Where do you find your inspiration to create?
-Oh, there are many sources. I can’t predict how it will appear the next time – maybe the book, movie, little conversation with somebody or accidentally seen photos of interesting place.

How important is the graphic side of the band? How much thought goes into art work etc.?
-It always was very important to me. I can refuse to listen to the band if I don’t like their artwork or visual image. And vice versa, somebody can hook me with the great one. In our band all artworks and visual materials made by me and I spend a lot of time to this.

Do you find that there is a greater freedom in working with digital than working with physical?
-If we talk about albums, I prefer physical. There is an artwork, booklet, CD and all of this that everybody likes to hold in hands. In digital it’s only files (or even no files, only browser tab with play button). But freedom is that great number of people can listen to your music, without any borders and long waiting for delivery. And it’s great, of course.
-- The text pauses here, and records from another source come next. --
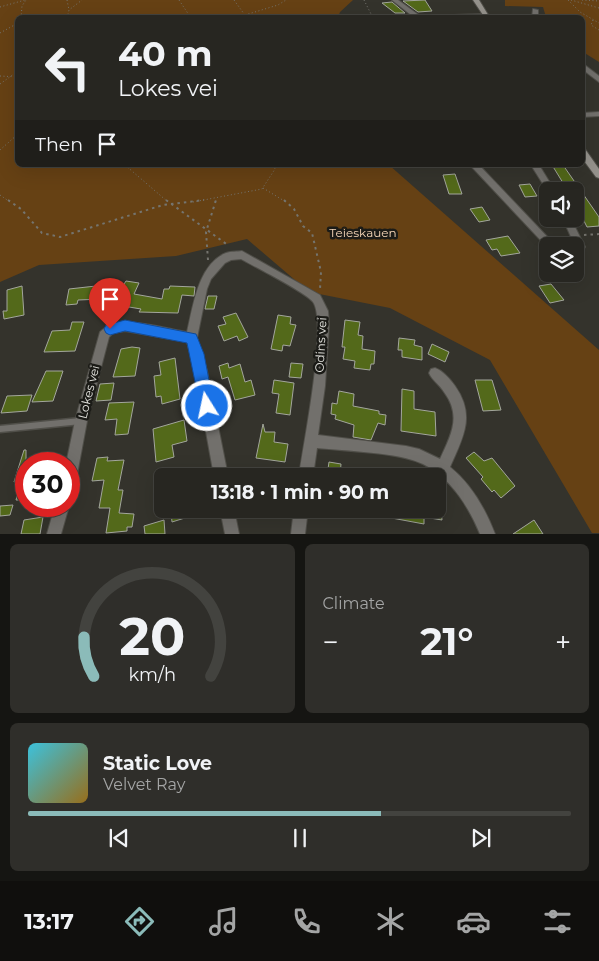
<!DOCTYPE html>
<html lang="en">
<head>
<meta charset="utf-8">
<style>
  body { margin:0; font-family:Montserrat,sans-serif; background:#2f2e2a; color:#f1f3f6; height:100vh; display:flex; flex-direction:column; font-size:19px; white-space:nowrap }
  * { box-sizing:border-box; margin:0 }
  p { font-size:16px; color:#a4a5a5 }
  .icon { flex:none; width:28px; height:28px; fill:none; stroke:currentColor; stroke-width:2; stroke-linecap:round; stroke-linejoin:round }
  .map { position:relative; height:534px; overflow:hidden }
  .side { display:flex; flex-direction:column; gap:10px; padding:10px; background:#151512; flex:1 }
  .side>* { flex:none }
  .banner { position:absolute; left:15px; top:15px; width:570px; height:152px; border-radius:8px; box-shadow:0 5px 20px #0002,0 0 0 1px #43433f; background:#272621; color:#f1f3f6; overflow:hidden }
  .controls { position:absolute; left:539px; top:182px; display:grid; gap:10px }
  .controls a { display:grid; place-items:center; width:45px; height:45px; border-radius:8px; background:#272621; box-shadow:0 5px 20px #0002,0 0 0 1px #43433f; font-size:25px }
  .speed { position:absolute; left:15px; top:452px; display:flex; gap:10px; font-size:25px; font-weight:700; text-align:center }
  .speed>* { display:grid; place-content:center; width:65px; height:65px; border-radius:50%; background:#272621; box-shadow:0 5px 20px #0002,0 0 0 1px #43433f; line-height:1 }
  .speed .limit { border:8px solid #d22; background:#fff; color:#111 }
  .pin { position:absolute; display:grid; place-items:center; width:42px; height:42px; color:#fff; margin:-51px -21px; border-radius:50% 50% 50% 0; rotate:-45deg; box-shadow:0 0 5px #0007 }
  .pin .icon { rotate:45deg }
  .me { position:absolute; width:55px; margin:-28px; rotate:350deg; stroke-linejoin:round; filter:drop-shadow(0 0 4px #0008) }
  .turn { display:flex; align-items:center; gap:18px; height:105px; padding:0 20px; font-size:22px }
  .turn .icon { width:65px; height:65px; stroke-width:2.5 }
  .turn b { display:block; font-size:35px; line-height:42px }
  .then { display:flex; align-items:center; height:48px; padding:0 20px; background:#0003; gap:10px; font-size:19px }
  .big { font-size:38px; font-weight:700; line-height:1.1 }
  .side .tile { flex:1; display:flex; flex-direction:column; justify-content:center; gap:8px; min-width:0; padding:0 18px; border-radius:8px; background:#2f2e2a }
  .side .dial { align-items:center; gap:0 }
  .dial svg { height:130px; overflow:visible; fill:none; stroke:#43433f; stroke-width:7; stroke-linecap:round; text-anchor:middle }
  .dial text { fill:#f1f3f6; stroke:none }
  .song { display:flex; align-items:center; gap:15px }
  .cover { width:60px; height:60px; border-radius:8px; background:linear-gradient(135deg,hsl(190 70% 55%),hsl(40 70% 35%)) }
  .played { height:5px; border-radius:2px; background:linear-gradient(90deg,#8bbbb9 65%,#43433f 65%) }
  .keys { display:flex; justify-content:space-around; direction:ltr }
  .heat { display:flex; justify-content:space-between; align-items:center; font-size:28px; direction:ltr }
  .side .tiles { flex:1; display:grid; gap:10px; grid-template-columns:1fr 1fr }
  .tile:last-child { grid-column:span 2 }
  .trip { position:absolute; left:154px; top:468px; width:292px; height:50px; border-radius:8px; background:#272621; box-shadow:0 5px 20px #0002,0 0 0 1px #43433f; font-weight:700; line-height:50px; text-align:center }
  .tab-bar { display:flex; height:80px; justify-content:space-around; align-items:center; background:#100f0d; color:#a4a5a5 }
  .tab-bar .icon { width:35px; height:35px }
  .tab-bar .current { color:#8bbbb9 }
  .tab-bar b { font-size:22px; color:#f1f3f6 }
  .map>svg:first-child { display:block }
</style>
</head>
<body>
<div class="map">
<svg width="599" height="534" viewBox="0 0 599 534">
  <rect width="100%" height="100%" fill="#34332c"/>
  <path fill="#664114" d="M0,0H353L340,12L338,17L18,18V165H389L599,350V533H592L490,360L390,308L309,292L247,239L176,256L39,265L0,282Z
    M505,0H599V62L583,52L582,18L546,17L543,7L505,6Z"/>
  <path fill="#53691a" stroke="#a3a69d" d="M425,0L432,11L418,12L403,1Z
    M392,2L405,13H395L382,3Z
    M552,165H563L599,217V226L587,227L576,205L575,191H568Z
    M455,174L462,194H449L443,175Z
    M530,184L537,196L525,197L519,185Z
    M482,207L490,220L479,222L470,209Z
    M508,236L520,253L501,256L497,249L492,250L486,240Z
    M126,281L139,283L134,294L162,299L164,289H169L170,286L195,287L194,296L182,295L178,313L139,312L141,309L111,304Z
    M551,284L564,300L550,303L539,286Z
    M105,285L103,299L78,300L77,304L66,305L69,289Z
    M22,286L24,315L4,319L3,311H7V290Z
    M208,296H217L214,309H205Z
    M236,313L248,337L239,341L237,336L224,341L218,326L226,324L223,317Z
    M278,315L291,317L290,324L296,325L290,346L283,345L282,351L271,349Z
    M345,320L360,322L358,335L363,336L362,349L375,351L374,364H371L370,370L354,368L355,361L343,359L345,347H342Z
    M72,322H84L75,351L44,352L52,331L70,330Z
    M399,338L415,340L414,345L422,347V360L402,357V350H398Z
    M432,344L449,352L445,362L428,354Z
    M132,347L140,348L135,376L113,377L121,349Z
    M175,358L180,399L162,404L161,396L156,397L154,376L161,375L159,362Z
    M228,363L229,368L240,364L245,382L251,380L255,395L235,400L228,377L222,379L219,366Z
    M291,363L303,364L301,378L289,377Z
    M46,371H63L53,401L32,402Z
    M274,380L294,383L290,415L276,413L279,394L272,393Z
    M475,380H492L501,410L483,411Z
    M114,383L111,400L96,401L100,384Z
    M402,389L414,391V409L435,412L436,436L401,431Z
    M339,391L354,394L353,406L379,411V414L386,415L385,425L378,423L371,440L353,437L354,425L335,419L336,415L331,414L332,403L337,404Z
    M32,395L27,411L1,413L7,396Z
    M134,402L128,434L115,435L117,419L105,420L109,403Z
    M184,420L187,441L172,445L174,457L156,462L153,429Z
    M263,424L265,432H275L274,442L288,444L285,462L256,458Z
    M24,450H26V500H16L21,482H14Z
    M474,452L484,461L492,458L515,486L501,498L494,490L492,492L481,479L483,477L466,458Z
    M108,457L107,461L124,460L118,490H123L119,513L134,514L132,527H127V531L106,533L110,508H99L104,480L92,481L97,458Z
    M329,462L341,464L340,476H327Z
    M13,505L10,515L0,516V506Z
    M173,509H187L188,517L172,522L171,512Z
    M370,509H441L442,520L424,517V524L370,514Z
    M43,517L40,534H21L24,520Z
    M164,520L165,534H145L144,526Z
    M534,520L543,534H513Z"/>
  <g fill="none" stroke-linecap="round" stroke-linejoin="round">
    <defs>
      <path id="lane" d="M0,429L81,421"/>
      <path id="street" d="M392,0H398L420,16L487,14L490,16L488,18H415Z
        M533,9L538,10V18H532Z
        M582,63L599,76V82L582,69Z
        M599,112V116L582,117V113Z
        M470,165H479L556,246H548V248Z
        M531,165H539L555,191L548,192Z
        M563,219H571L585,247L578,257L575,258V246Z
        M242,251L320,295L328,311L329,324L325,386L318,435L406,446L419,449L440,459C451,435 462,416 444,392C440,385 432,380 429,373L431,369L435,368C443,371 450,379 455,386C476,416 463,437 450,467C471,484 485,508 495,534H480C469,507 450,477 423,464C398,452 345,451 317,448L313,476H299C303,446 328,323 313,302C305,292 255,267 241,259L231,260L225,263L211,279L207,289L197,338L207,371L228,476H214L195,371L187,342L125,331L113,333L109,337L87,421L76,480L74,485L69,487V464H66L75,421L100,332C119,313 162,328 187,332C193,307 198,264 226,253C231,251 237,252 242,251Z
        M69,505V506L61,534H47L55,506Z
        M220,509H234L239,534H225Z
        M294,509H308L305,534H291Z"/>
      <path id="secondary" d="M473,0H479L490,18H485Z
        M582,149H585L599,169V178L596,177L582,158Z"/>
    </defs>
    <use href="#lane" stroke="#504f49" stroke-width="9"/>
    <use href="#street" stroke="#504f49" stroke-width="2"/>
    <use href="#secondary" stroke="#504f49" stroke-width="2"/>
    <path stroke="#75746e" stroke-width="1" stroke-dasharray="1 2.5" stroke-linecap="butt" d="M67,0L69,10
      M179,0L191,18
      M234,0L247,18
      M364,0L373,18
      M568,0L580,12L599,23
      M571,0L599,8
      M582,0L599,1
      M0,7L25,0
      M245,15L278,5L286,0
      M21,18L22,6L26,0
      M67,18L69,10L82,0
      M593,20L591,25L599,30
      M0,33L18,23
      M0,76L18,77
      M0,84L18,71
      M0,150L18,134
      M125,165L168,202
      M263,188L286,202
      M0,195L10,202
      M193,202L262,189L275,169L274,165
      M215,202L216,199"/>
    <path stroke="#75746e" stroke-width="2" stroke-dasharray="2.5 4" stroke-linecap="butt" d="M8,200L21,209L42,233L60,237L163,205L204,200
      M166,200L229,246
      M284,200L294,209L303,226L312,233L321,272L320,289
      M584,235L599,234
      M208,260L206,232L216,200"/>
    <use href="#lane" stroke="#72706c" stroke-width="6"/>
    <use href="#street" fill="#72706c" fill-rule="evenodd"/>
    <use href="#secondary" fill="#95928c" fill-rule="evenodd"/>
  </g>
  <path fill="#1a73e8" stroke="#114b97" d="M125,320L196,334L204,354L214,406L212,411L207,413L202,411L200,406L187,343L125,331L110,335L106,333L104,329L106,325Z"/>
  <g text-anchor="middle" stroke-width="5" stroke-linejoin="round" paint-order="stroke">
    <g font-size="12" fill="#f8d8b9" stroke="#1b1b17">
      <text x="363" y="237">Teieskauen</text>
    </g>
    <g font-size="12" fill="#e4e4df" stroke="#1b1b17">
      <text transform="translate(321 345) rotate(-87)" y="4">Odins vei</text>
      <text transform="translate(89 392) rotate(-76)" y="4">Lokes vei</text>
    </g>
  </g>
</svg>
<div class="controls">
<a><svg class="icon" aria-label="sound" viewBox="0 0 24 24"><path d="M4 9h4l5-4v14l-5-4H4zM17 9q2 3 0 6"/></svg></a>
<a><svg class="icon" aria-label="layers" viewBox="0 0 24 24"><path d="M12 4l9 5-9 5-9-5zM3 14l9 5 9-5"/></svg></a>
</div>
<div class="speed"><div class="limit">30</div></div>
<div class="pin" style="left:110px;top:329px;background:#d93025"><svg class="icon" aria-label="arrive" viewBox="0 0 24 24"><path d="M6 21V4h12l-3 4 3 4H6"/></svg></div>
<svg class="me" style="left:207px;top:406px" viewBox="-20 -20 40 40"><circle r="17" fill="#1a73e8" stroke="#fff" stroke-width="3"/><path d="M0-11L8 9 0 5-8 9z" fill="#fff"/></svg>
<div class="trip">13:18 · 1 min · 90 m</div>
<div class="banner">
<div class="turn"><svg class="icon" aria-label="left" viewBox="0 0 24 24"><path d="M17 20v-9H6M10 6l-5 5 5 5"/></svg><div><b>40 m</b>Lokes vei</div></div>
<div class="then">Then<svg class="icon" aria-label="arrive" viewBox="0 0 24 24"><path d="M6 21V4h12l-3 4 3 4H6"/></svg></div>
</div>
</div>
<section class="side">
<div class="tiles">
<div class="tile dial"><svg viewBox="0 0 100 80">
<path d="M14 69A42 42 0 1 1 86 69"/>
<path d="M14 69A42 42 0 0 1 8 45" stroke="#8bbbb9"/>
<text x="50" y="56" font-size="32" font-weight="700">20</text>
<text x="50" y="72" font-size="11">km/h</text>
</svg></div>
<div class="tile"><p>Climate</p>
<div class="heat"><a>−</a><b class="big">21°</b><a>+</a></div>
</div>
<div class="tile">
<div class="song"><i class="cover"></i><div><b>Static Love</b><p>Velvet Ray</p></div></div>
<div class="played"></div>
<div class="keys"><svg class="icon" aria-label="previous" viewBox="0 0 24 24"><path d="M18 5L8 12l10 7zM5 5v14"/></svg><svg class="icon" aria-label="pause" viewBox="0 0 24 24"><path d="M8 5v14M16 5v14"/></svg><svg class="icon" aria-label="next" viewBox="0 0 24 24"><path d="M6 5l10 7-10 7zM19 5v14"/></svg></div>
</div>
</div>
</section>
<nav class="tab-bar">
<b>13:17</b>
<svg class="icon current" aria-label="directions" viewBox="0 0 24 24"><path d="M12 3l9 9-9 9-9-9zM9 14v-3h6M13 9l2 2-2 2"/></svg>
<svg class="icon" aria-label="music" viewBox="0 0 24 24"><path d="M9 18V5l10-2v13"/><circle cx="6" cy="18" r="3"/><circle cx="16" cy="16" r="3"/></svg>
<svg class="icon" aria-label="phone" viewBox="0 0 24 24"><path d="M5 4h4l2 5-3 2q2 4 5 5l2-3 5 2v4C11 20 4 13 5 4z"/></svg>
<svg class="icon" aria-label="climate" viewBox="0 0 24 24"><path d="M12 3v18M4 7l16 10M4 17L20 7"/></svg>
<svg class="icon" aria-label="car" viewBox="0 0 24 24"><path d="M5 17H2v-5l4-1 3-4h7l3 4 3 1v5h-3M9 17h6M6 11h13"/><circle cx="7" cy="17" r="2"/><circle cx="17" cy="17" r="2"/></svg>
<svg class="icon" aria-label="filters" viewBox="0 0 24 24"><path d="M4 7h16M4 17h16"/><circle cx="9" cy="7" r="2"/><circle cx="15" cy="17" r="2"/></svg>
</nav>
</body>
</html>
Are there any limitations to digital? Can you do everything you like?
-The main limitation for me is an artwork, as I mentioned. Now, when we released an album and many people give it a listen, I know that only few of them saw the original artwork. But there are some good ideas as I consider and perhaps they would like it too. But we can’t do anything with it.

Is there a scene to speak of for a band like yours? Where do you fit in?
-The music we play is still quite popular now. There are great bands with relevant music, there are big enough festivals. I think that we could fit this movement, the only thing that we need is work hard.

What does the future hold?
-I don’t know. The main thing is to do the best as you can right now and you will be satisfied with the future.